In November, police in Madrid and Granada arrested eleven Muslims, mostly of
Spanish nationality. The operation was aimed at dismantling a terrorist
infrastructure presumably linked to al-Qa‘ida. A Spaniard of Syrian origin, Imaz Edin
Barakat Yarbas (Abu Dada), head of the group, appeared to be the representative
of bin Ladin’s organization in Spain. According to the Interior Ministry,
they engaged in recruiting young Islamic radicals and sending them to terrorist
training camps in Afghanistan, Indonesia and Malaysia.
They also collected money to finance the mujahedin movements, often with stolen
credit cards, and provided forged identity cards, support and infrastructure to
fellow members.
The police increased their surveillance
over certain radical Islamic groups after they received evidence that one of
the suicide pilots was in Spain a few days before the 11 September attack.
Until then, the Spanish police and intelligence services had been convinced
that Islamic terrorists used Spain only as a safe resting place or as a bridge
to the rest of Europe, but investigations have revealed that Spain has been a
“logistical center for Europe,” where Islamic extremists obtain sophisticated
equipment, organize clandestine meetings and plan attacks.
ANTISEMITIC
AND RACIST ACTIVITIES
The Aftermath of 11 September
The governmental crisis committee formed in Spain in the wake of the September 11 attacks, ordered increased
surveillance over “sensitive” places (embassies, military bases and airports)
and declared a state of maximum alert in the country and in the autonomous
North African cities of Ceuta and Melilla.
In Ceuta Muslim youths celebrated the
attacks by burning the US flag, displaying the Palestinian one and
shouting anti-Jewish slogans. On 14 September, Molotov cocktails were thrown at
a Catholic church and the window of a Jewish shop was smashed. Antisemitic
slogans were scrawled on a Jewish shop on 15–16 September and children threw
stones and eggs at a synagogue during the Jewish New Year (18 Sept.). The
Spanish government sent reinforcements to Ceuta, partly to protect the Jewish community
during the New Year celebrations.
The local government played down the
seriousness of the attacks. According to official sources, radical Muslims in Ceuta, allegedly connected to the drug trafficking Mafia, were
creating a climate of agitation in the city in order to distract security forces
from the clandestine traffic of hashish.
In Melilla the Jewish cemetery was desecrated on 23
September.
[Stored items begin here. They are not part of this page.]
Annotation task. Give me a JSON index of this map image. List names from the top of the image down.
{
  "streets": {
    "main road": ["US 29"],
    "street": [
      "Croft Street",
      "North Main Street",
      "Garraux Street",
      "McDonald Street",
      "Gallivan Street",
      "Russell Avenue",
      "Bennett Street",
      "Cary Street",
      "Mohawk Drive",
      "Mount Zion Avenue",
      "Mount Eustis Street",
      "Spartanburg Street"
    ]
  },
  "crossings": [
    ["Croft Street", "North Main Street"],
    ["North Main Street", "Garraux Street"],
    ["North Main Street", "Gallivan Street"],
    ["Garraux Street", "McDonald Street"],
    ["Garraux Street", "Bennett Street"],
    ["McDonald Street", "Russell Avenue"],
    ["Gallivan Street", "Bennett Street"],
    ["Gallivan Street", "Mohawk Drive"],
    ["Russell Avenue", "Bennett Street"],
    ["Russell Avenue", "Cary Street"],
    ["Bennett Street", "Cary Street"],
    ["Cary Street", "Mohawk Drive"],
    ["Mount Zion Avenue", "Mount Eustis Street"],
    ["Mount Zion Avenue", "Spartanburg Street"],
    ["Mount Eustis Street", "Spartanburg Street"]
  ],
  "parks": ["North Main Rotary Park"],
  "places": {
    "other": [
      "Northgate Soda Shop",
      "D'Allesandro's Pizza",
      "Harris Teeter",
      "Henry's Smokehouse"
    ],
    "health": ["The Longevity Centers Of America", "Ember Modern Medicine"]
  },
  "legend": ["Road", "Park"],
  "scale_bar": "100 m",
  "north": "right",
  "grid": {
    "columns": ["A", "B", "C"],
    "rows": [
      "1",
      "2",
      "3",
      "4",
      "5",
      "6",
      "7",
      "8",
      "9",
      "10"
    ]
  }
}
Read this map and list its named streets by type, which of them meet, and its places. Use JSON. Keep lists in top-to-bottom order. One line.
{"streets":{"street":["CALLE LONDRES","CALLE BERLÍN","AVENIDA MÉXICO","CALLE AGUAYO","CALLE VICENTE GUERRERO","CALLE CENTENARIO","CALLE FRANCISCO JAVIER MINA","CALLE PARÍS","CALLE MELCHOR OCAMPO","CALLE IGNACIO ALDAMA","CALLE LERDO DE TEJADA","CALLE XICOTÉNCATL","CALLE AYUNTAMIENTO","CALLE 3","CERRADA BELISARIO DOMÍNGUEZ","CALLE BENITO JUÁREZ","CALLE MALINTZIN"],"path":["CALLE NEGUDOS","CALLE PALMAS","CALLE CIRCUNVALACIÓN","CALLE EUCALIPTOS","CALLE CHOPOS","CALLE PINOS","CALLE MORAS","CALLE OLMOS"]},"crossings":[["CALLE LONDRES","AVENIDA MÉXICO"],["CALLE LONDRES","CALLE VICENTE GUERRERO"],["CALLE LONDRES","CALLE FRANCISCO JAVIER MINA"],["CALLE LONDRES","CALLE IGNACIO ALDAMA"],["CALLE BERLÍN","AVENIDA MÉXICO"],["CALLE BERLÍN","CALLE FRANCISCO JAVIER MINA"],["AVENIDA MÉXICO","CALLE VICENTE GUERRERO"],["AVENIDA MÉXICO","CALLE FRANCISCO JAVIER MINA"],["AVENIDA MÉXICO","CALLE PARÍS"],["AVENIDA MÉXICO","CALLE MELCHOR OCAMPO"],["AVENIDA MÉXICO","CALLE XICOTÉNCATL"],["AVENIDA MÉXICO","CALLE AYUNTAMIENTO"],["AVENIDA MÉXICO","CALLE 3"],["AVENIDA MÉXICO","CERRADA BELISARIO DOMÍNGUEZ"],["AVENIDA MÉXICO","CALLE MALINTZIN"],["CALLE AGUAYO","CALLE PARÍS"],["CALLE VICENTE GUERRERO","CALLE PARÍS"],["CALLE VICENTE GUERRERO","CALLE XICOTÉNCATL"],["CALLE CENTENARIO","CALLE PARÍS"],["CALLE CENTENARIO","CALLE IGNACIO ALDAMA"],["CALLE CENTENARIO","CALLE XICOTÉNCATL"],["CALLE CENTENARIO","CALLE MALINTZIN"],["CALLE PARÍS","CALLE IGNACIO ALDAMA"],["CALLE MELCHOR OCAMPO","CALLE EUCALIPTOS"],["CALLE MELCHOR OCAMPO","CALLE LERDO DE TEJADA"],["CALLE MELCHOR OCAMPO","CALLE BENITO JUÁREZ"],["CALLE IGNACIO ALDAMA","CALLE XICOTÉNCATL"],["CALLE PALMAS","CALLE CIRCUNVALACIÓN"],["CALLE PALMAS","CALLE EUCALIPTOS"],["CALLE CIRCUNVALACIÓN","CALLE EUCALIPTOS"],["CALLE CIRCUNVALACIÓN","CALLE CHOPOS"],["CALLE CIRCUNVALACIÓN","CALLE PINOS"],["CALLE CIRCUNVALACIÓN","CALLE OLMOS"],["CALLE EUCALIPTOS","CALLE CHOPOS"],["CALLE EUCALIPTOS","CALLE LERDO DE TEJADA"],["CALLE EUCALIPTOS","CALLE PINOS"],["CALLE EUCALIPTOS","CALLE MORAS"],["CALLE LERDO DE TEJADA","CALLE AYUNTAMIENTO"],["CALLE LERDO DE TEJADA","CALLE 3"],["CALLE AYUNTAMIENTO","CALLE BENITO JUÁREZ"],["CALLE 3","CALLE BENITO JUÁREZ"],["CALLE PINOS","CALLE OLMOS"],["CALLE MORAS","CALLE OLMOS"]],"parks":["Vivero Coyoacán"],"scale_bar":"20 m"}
When the president of the Jewish community and some journalists
arrived to inspect the damage, a group of Arab youths shouted “Jewish pigs” and
pro-bin-Ladin slogans. Municipal workers who came to clean graffiti from the
wall of the cemetery were stoned and had to receive police protection. In
addition, rocks and bottles were thrown at the synagogue and “Death to the
Jews” was scrawled on the walls. Pro-bin Ladin slogans also appeared on a
Catholic church. Twelve Arab boys, allegedly supporters of Badr, were detained
for these offenses and later released.
A spokesman for the Islamic Commission of Melilla
branded the Moroccan ulemas (religious scholars) who pronounced a fatwa (religious edict)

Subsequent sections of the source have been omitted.